* [Exercise description]: The records below are to be restated word for word; their pictures are not.
(Records to use)
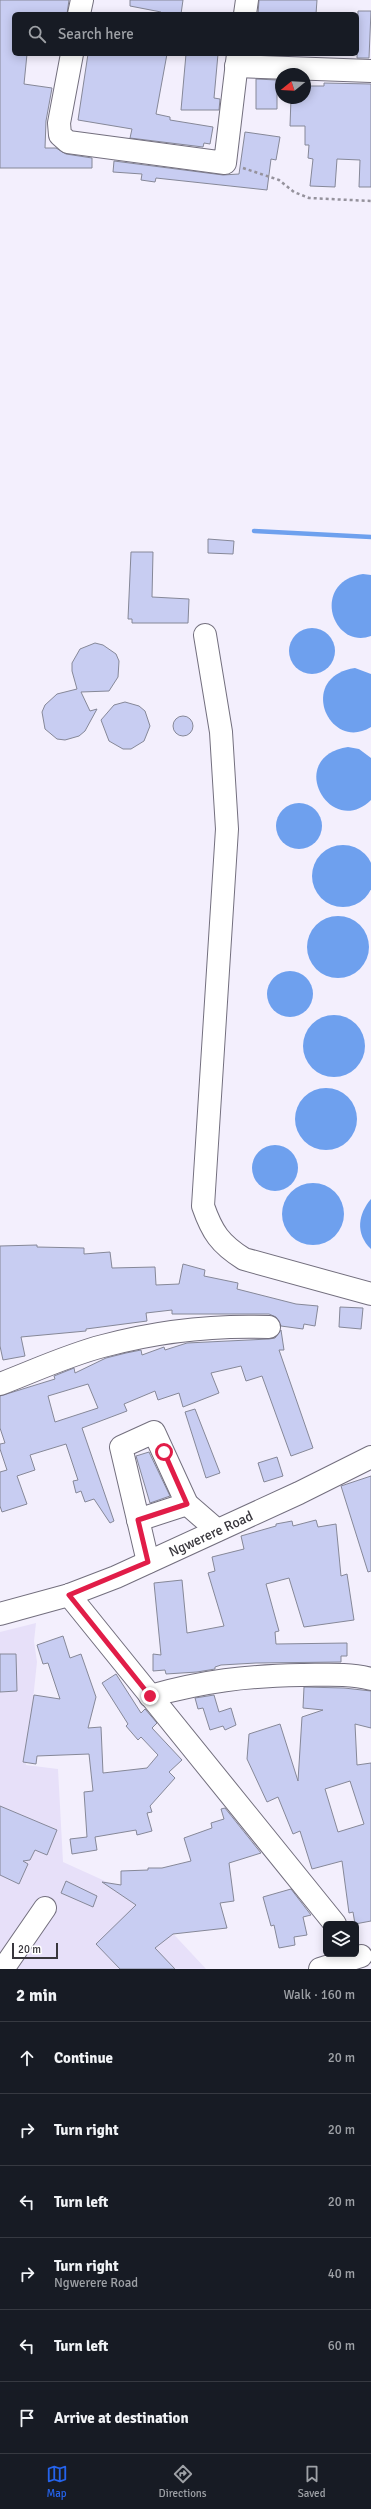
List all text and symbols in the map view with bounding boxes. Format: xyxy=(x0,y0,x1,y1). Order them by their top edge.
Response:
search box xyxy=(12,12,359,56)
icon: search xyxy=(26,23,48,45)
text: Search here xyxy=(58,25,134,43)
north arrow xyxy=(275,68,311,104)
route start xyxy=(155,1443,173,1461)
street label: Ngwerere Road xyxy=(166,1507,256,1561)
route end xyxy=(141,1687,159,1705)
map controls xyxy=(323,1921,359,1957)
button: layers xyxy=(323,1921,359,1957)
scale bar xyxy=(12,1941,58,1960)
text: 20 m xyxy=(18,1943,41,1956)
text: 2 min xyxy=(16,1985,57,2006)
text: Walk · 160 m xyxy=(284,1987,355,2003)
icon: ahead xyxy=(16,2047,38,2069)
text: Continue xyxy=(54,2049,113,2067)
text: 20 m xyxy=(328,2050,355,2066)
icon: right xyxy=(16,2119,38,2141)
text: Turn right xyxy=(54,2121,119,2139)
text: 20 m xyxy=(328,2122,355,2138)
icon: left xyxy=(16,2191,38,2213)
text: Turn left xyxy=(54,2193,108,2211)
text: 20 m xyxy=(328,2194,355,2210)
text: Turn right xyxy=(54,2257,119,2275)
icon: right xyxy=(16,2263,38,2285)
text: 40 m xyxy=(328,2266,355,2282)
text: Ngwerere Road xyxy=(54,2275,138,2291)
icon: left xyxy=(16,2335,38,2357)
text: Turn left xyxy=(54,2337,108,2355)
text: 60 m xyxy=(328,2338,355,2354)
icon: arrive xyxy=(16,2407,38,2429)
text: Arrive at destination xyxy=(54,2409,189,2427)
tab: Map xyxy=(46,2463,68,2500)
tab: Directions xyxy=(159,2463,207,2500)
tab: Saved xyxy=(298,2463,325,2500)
(End Records to use)
* [Task solution]:
List all text and symbols in the map view with bounding boxes. Format: xyxy=(x0,y0,x1,y1). Order them by their top edge.
Response:
search box xyxy=(12,12,359,56)
icon: search xyxy=(26,23,48,45)
text: Search here xyxy=(58,25,134,43)
north arrow xyxy=(275,68,311,104)
route start xyxy=(155,1443,173,1461)
street label: Ngwerere Road xyxy=(166,1507,256,1561)
route end xyxy=(141,1687,159,1705)
map controls xyxy=(323,1921,359,1957)
button: layers xyxy=(323,1921,359,1957)
scale bar xyxy=(12,1941,58,1960)
text: 20 m xyxy=(18,1943,41,1956)
text: 2 min xyxy=(16,1985,57,2006)
text: Walk · 160 m xyxy=(284,1987,355,2003)
icon: ahead xyxy=(16,2047,38,2069)
text: Continue xyxy=(54,2049,113,2067)
text: 20 m xyxy=(328,2050,355,2066)
icon: right xyxy=(16,2119,38,2141)
text: Turn right xyxy=(54,2121,119,2139)
text: 20 m xyxy=(328,2122,355,2138)
icon: left xyxy=(16,2191,38,2213)
text: Turn left xyxy=(54,2193,108,2211)
text: 20 m xyxy=(328,2194,355,2210)
text: Turn right xyxy=(54,2257,119,2275)
icon: right xyxy=(16,2263,38,2285)
text: 40 m xyxy=(328,2266,355,2282)
text: Ngwerere Road xyxy=(54,2275,138,2291)
icon: left xyxy=(16,2335,38,2357)
text: Turn left xyxy=(54,2337,108,2355)
text: 60 m xyxy=(328,2338,355,2354)
icon: arrive xyxy=(16,2407,38,2429)
text: Arrive at destination xyxy=(54,2409,189,2427)
tab: Map xyxy=(46,2463,68,2500)
tab: Directions xyxy=(159,2463,207,2500)
tab: Saved xyxy=(298,2463,325,2500)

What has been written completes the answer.